(Extracted data entries)

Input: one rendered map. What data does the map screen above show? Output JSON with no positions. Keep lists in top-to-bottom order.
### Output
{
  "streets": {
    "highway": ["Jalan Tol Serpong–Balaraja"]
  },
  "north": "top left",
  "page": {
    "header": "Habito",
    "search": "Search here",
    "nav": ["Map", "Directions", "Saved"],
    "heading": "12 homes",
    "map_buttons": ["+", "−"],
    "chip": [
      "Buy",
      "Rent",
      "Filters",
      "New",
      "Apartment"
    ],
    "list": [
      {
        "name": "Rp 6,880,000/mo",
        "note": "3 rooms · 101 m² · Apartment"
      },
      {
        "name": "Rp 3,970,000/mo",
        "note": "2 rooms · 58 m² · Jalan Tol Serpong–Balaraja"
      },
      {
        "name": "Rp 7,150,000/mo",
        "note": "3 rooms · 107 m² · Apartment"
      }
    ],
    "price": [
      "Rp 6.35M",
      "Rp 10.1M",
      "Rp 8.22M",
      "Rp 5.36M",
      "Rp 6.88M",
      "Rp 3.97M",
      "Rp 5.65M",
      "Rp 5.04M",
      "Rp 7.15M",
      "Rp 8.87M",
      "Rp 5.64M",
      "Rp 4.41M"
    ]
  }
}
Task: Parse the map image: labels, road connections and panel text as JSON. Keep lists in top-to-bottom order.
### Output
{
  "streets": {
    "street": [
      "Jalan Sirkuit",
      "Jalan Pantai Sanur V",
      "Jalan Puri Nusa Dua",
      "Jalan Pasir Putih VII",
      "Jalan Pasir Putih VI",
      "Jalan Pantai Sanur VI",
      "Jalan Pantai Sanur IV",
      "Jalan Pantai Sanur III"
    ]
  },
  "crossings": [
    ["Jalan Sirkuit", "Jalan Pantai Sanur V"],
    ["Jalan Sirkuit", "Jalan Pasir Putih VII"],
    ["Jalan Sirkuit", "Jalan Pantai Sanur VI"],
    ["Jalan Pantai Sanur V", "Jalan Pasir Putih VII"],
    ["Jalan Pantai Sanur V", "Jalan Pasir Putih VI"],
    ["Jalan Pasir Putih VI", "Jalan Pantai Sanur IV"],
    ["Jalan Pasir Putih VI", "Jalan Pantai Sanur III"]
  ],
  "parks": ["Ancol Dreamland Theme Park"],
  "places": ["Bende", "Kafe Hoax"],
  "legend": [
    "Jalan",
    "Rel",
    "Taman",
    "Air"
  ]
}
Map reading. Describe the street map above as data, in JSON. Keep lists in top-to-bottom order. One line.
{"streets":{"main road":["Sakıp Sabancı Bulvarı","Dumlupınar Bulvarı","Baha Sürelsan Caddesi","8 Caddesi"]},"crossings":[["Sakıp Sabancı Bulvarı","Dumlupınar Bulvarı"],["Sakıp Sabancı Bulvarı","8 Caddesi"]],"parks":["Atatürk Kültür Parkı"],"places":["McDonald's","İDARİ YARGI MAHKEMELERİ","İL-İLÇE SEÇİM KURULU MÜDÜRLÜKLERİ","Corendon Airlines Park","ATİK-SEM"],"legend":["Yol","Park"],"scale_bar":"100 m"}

> [Work to complete]: Go through the records and report each line that contains "Apartment".

> [Exercise solution]:
      "Apartment"
        "note": "3 rooms · 101 m² · Apartment"
        "note": "3 rooms · 107 m² · Apartment"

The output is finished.